Thema Klimawandel: Ist das etwas, worüber Sie sich Gedanken machen?
Karlin, 61 Jahre: Als ich Oma geworden bin, war das tatsächlich einer meiner Gedanken, dass ich mir wünsche, dass die Welt bei meinen Enkeln noch so ist, dass sie das erleben können, was ich erlebt hab. Dass sie sich nicht nur schützen müssen vor irgendwelchen Umwelteinflüssen. Also ich würde die Welt gern erhalten. Es ist ja wissenschaftlich bewiesen, dass die Menschen großen Einfluss hatten und diesen Klimawandel vorangebracht haben - und dass Menschen aber auch die Macht hätten, den zu stoppen oder zumindest zu verlangsamen. Deswegen bin ich sehr dafür, dass man das auch tut.
Monja, 34 Jahre: Tatsächlich versuche ich das optimistisch-hoffnungsvoll zu sehen und die negativen Gedanken nicht so richtig zuzulassen.
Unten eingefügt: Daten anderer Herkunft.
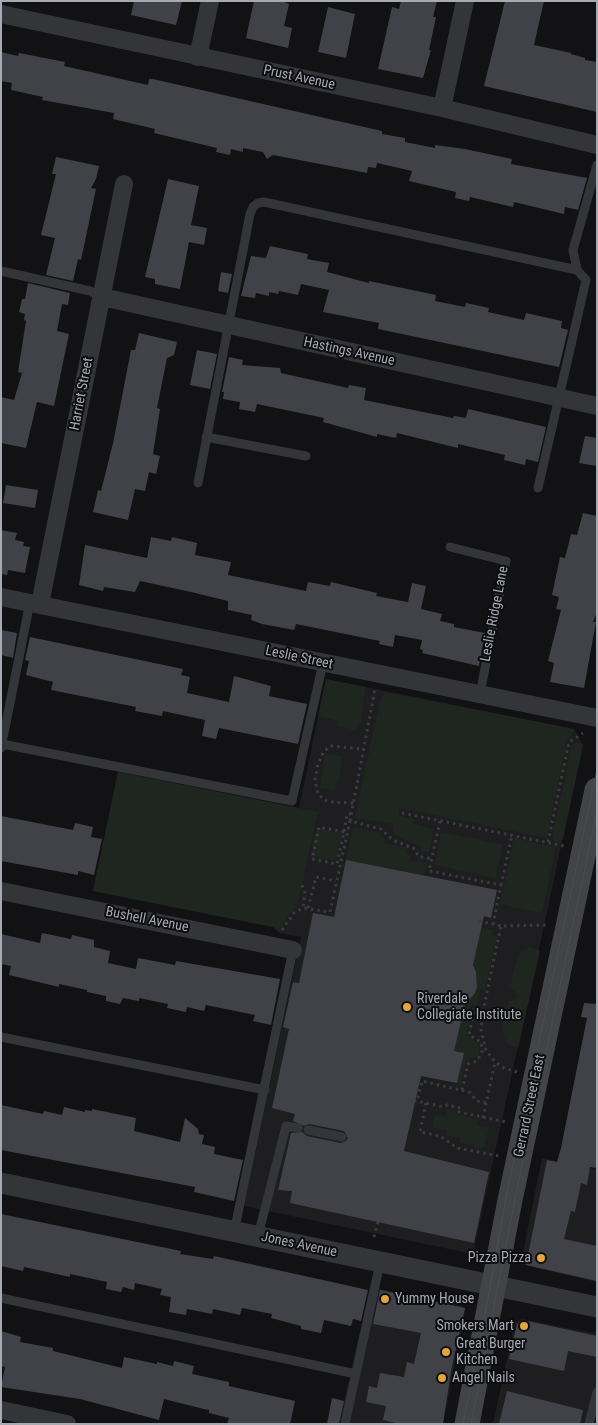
<!DOCTYPE html>
<html>
<head>
<meta charset="utf-8">
<style>
  body { margin:0 }
  #map { position:relative; width:598px; height:1425px; overflow:hidden; background:#121214; font-family:"Roboto Condensed",sans-serif }
  canvas { display:block }
  .frame { position:absolute; inset:0; border:2px solid #a5aab3; pointer-events:none }
</style>
</head>
<body>
<div id="map">
<canvas width="598" height="1425"></canvas>
<div class="frame"></div>
</div>
<script>
const g = document.querySelector('canvas').getContext('2d');
g.lineJoin = 'round';
function fill(path, color) { g.fillStyle = color; g.fill(path, 'evenodd'); }
const toPath = rows => new Path2D(rows.map(r => 'M' + r).join(''));
function stroke(path, color, width, dash) { g.strokeStyle = color; g.lineWidth = width; g.lineCap = dash ? 'butt' : 'round'; g.setLineDash(dash || []); g.stroke(path); }
function drawText(font, color, halo, rows, align = 'center') {
  g.font = font + ' "Roboto Condensed",sans-serif'; g.lineWidth = 4; g.setLineDash([]); g.textBaseline = 'middle'; g.strokeStyle = halo; g.fillStyle = color; for (const [text, x, y, turn = 0] of rows) {
    g.save(); g.translate(x, y); g.rotate((+turn || 0) * Math.PI / 180); g.textAlign = isNaN(turn) ? turn : align; if (halo) g.strokeText(text, 0, 0); g.fillText(text, 0, 0); g.restore();
  }
}
const built = toPath([
  [326,679,574,729,583,745,473,1254,244,1206,301,937,279,933,273,927,93,891,118,772,299,808],
  [542,1158,597,1170,597,1282,524,1265,521,1262],
  [370,1287,462,1306,465,1310,443,1424,339,1424],
  [522,1319,597,1334,597,1413,594,1424,493,1424,515,1322]
]);
const green = toPath([
  [326,679,365,687,361,723,354,730,338,726,338,721,318,716],
  [385,692,574,729,571,737,567,738,547,838,400,808,398,815,414,819,413,824,434,829,429,852,421,851,422,847,397,836,393,831,394,824,355,818,380,700],
  [577,742,583,745,563,839,558,842,554,841,552,835,572,745],
  [326,753,342,756,339,781,337,781,335,791,320,788,324,756],
  [118,772,318,812,298,903,301,902,288,916,279,931,273,927,93,891],
  [353,827,381,833,380,837,385,838,384,843,407,848,406,853,411,854,410,860,427,863,424,875,346,860],
  [317,828,342,833,336,861,311,856],
  [441,832,503,845,496,878,434,865],
  [514,838,556,847,542,913,500,904],
  [478,927,493,930,492,935,497,936,485,991,480,990,477,1005,472,1004,466,1036,478,1043,479,1053,475,1058,466,1061,461,1084,457,1083,464,1053,452,1051,465,1004,475,993,477,987,476,972,473,965],
  [529,947,540,951,518,1048,506,1043,502,1027,508,1002,517,999,518,994,510,988,517,958,521,952],
  [447,1109,455,1111,455,1114,478,1119,477,1125,489,1127,484,1148,460,1143,460,1138,446,1135,447,1130,432,1127,435,1115,445,1117]
]);
const building = toPath([
  [134,1,182,1,176,25,131,15],
  [254,1,282,1,289,4,284,26,292,28,288,48,246,38],
  [401,1,437,1,433,17,436,17,429,50,431,50,423,78,378,69,392,7,399,9],
  [505,1,544,1,534,45,571,53,571,54,585,58,585,60,597,62,597,112,484,86],
  [328,7,355,14,346,58,318,52],
  [1,52,18,56,19,53,65,62,64,66,148,85,149,79,153,79,382,131,382,134,405,138,405,142,435,148,435,145,465,149,512,159,511,164,587,178,578,210,565,207,564,214,514,202,513,207,470,197,469,201,455,198,456,192,409,181,412,171,377,163,376,168,368,167,367,173,273,155,267,159,263,152,243,148,243,152,231,149,230,155,216,152,217,148,154,133,155,129,113,119,114,113,42,100,43,97,11,90,12,83,1,81],
  [56,157,99,166,96,179,91,188,96,189,81,260,78,259,73,281,46,275,55,238,41,235,56,174,52,174],
  [168,179,199,186,191,225,207,228,204,245,189,242,180,289,155,284,155,279,145,277],
  [270,246,308,254,307,259,329,263,327,272,369,283,369,281,436,295,435,301,465,307,466,303,489,308,488,312,524,320,526,313,562,321,561,328,568,330,559,367,378,329,379,323,323,312,329,290,301,284,298,295,279,291,278,294,269,292,269,296,256,293,255,298,241,296,251,256,266,258],
  [221,272,232,274,228,293,218,291],
  [28,283,70,293,68,305,62,304,57,331,69,334,54,406,37,402,26,448,1,443,1,397,14,400,22,373,18,372,26,321,24,320,25,314,19,312,22,299,25,299],
  [139,333,177,342,174,355,167,358,157,408,160,409,153,454,160,456,156,474,149,472,145,491,135,489,128,520,93,512,98,490,101,491,113,443,131,350,135,350],
  [197,350,217,354,210,389,190,385],
  [229,357,243,360,242,365,280,368,281,373,348,388,349,385,366,388,364,400,453,418,454,416,466,418,468,409,546,427,538,462,526,459,525,465,504,460,505,455,458,444,458,448,397,433,396,438,377,434,377,437,323,422,324,418,257,404,255,412,239,409,240,402,223,399,224,392,222,392],
  [585,436,597,438,597,466,579,463],
  [6,485,38,490,35,508,3,503],
  [583,513,597,516,597,612,593,622,596,622,584,688,550,682,554,663,548,661,561,610,556,609,559,597,552,595,560,557,565,558,571,534,577,535],
  [1,530,17,533,15,540,24,542,23,546,30,547,25,573,8,570,7,575,1,574],
  [151,537,171,541,172,537,197,543,195,555,231,562,228,575,306,591,308,582,330,586,331,582,377,593,376,596,408,602,412,583,426,586,421,609,442,614,440,621,454,624,454,627,485,633,479,666,422,653,423,650,420,649,422,640,395,635,393,647,379,644,380,641,296,624,294,630,262,624,251,620,252,615,228,610,228,601,191,592,140,581,135,592,104,587,103,591,79,585,85,545,147,558],
  [1,630,17,633,13,658,1,655],
  [30,637,183,669,181,675,190,677,187,693,229,702,234,676,271,686,269,696,307,704,298,744,219,728,216,739,202,736,205,720,163,711,162,716,135,711,136,707,51,690,53,682,26,675,29,661,25,660],
  [1,816,73,830,75,823,93,827,91,837,102,839,94,875,78,871,78,875,1,861],
  [346,860,497,890,491,918,484,916,473,965,476,972,477,987,475,993,465,1004,454,1051,464,1053,457,1083,421,1076,404,1151,489,1172,474,1243,290,1203,292,1191,278,1190,291,1133,302,1132,307,1136,341,1143,346,1141,348,1138,344,1131,309,1124,304,1126,293,1121,295,1114,272,1108,289,1029,283,1027,293,982,299,983,313,913,334,917],
  [42,933,71,939,72,935,94,940,94,947,110,951,108,963,136,969,138,958,175,965,176,961,280,979,271,1025,253,1021,255,1015,206,1005,204,1011,187,1007,186,1012,167,1008,168,1004,139,998,139,1001,123,998,120,1004,106,1001,106,996,87,992,87,990,59,984,59,987,9,975,11,966,1,964,1,934,40,943],
  [584,1003,597,1004,597,1168,590,1167,587,1185,581,1183,575,1212,571,1211,564,1239,597,1246,597,1281,526,1265,547,1160,557,1162,561,1148,587,1018,581,1017],
  [1,1105,43,1114,44,1111,62,1115,64,1107,85,1112,85,1110,92,1111,92,1109,136,1118,134,1131,180,1142,185,1118,198,1129,199,1134,204,1135,202,1144,215,1147,214,1154,243,1160,234,1201,194,1192,195,1187,1,1150],
  [1,1214,181,1251,180,1254,213,1259,214,1256,368,1290,361,1321,353,1319,351,1326,324,1320,321,1333,301,1329,301,1326,271,1318,272,1314,242,1308,240,1315,213,1309,212,1314,187,1309,186,1315,169,1312,171,1297,160,1295,162,1289,135,1283,134,1290,123,1287,121,1292,106,1289,107,1282,70,1274,70,1277,24,1267,23,1271,1,1266],
  [380,1290,465,1308,451,1371,443,1424,399,1424,383,1420,386,1406,366,1402,369,1386,377,1388,380,1373,404,1377,407,1362,414,1364,421,1333,373,1324],
  [523,1320,597,1336,597,1357,568,1351,564,1371,509,1359,517,1324],
  [1,1331,21,1337,20,1342,53,1348,53,1351,122,1368,124,1357,157,1364,157,1362,173,1366,174,1361,194,1366,192,1374,229,1382,229,1386,295,1401,290,1424,227,1424,229,1418,209,1413,209,1410,204,1409,164,1399,159,1420,80,1399,1,1387,5,1367,1,1366],
  [507,1391,583,1410,580,1424,499,1424],
  [332,1398,344,1401,339,1424,327,1424]
]);
const path = toPath([
  [353,803,331,802,324,800,318,794,315,780,318,764,324,751,331,746,363,749],
  [402,813,564,846],
  [350,821,375,689],
  [440,821,429,871,501,885,493,925],
  [344,832,319,827,312,859,337,864,344,832,347,814,351,814],
  [548,842,569,742,583,733],
  [302,885,305,892,303,908],
  [501,885,512,835],
  [308,908,316,877,336,881],
  [479,921,501,926],
  [282,930,294,913,303,908,330,912,350,821,381,829,393,840,415,849,418,856,431,859],
  [517,1072,504,1068,495,1062,486,1050,481,1030,483,1011,501,926,547,925],
  [462,1090,468,1064,477,1061,482,1052,481,1042,469,1035,474,1009,483,1011],
  [426,1103,420,1132,440,1136,457,1148,499,1156],
  [486,1103,477,1101,469,1092,422,1081,417,1101,415,1101,417,1101,444,1107,447,1105,461,1108,459,1112,506,1122],
  [483,1118,495,1062],
  [374,1237,378,1222]
]);
const service = toPath([
  [1,271,90,291,102,297],
  [206,437,306,456],
  [198,483,250,214,253,207,258,203,264,202,577,270],
  [538,488,586,280,577,270,573,250,597,165],
  [450,547,506,561,480,694],
  [2,744,292,801,323,663],
  [1,748,30,602],
  [1,1037,265,1090],
  [308,1130,342,1137],
  [234,1232,293,950],
  [258,1236,286,1126,298,1128],
  [1,1298,356,1374],
  [345,1424,380,1263],
  [589,1424,597,1392]
]);
const minor = toPath([
  [1,14,442,108,597,145],
  [198,57,210,1],
  [442,108,465,1],
  [102,297,597,406],
  [1,597,597,718],
  [40,604,124,184],
  [1,891,293,950],
  [1,1410,67,1424]
]);
const tertiary = toPath([
  [1,1183,597,1307]
]);
const secondary = toPath([
  [467,1424,510,1200,597,790]
]);
const tram = toPath([
  [463,1424,486,1309,507,1192,597,770],
  [471,1424,517,1189,597,811]
]);
const markers = [
  [407,1007,5,"#e4a53a"],
  [541,1258,5,"#e4a53a"],
  [385,1299,5,"#e4a53a"],
  [524,1326,5,"#e4a53a"],
  [446,1352,5,"#e4a53a"],
  [442,1378,5,"#e4a53a"]
];
const streetNames = [
  ["Prust Avenue",299,78,12],
  ["Hastings Avenue",349,352,12],
  ["Harriet Street",82,394,-79],
  ["Leslie Ridge Lane",495,614,-79],
  ["Leslie Street",299,658,12],
  ["Bushell Avenue",147,920,11],
  ["Gerrard Street East",530,1106,-78],
  ["Jones Avenue",299,1245,12]
];
const poiNames = [
  ["Riverdale",417,999],
  ["Collegiate Institute",417,1015],
  ["Pizza Pizza",531,1258,"right"],
  ["Yummy House",395,1299],
  ["Smokers Mart",514,1326,"right"],
  ["Great Burger",456,1344],
  ["Kitchen",456,1360],
  ["Angel Nails",452,1378]
];
fill(built, '#1e1e21');
fill(green, '#1f261f');
fill(building, '#414247');
stroke(path, '#3a3b3f', 3, [2.5, 4]);
stroke(service, '#343538', 9);
stroke(minor, '#343538', 18);
stroke(tertiary, '#343538', 21);
stroke(secondary, '#424448', 25);
stroke(tram, '#4b4d51', 1);
for (const [x, y, r, color] of markers) { const dot = new Path2D(); dot.arc(x, y, r, 0, 2 * Math.PI); g.fillStyle = color; g.fill(dot); stroke(dot, '#0d0d0f', 2); }
drawText('14px', '#a5aab3', '#0d0d0f', streetNames);
drawText('14px', '#a5aab3', '#0d0d0f', poiNames, 'left');
</script>
</body>
</html>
Mia, 8 Jahre: Meine Wünsche für die Zukunft sind, dass man wieder hitzefrei kriegt und dass es ein bisschen kühler wird. Und dass im Winter schneller Schnee wieder fällt.
Walter, 87 Jahre: Für die Zukunft wünsche ich, dass unsere Nachkommen, meine Urenkel und die danach, noch eine lebenswerte Welt vorfinden. Wir müssen sehr viel tun, wenn auch gegen Schmerzen, dass wir diesem immer steigenden Fortschritt der Katastrophe entgegenwirken. Wir, als ältere Generation, muss ich sagen, wir haben im Grunde genommen versagt dabei. Das ist leider so.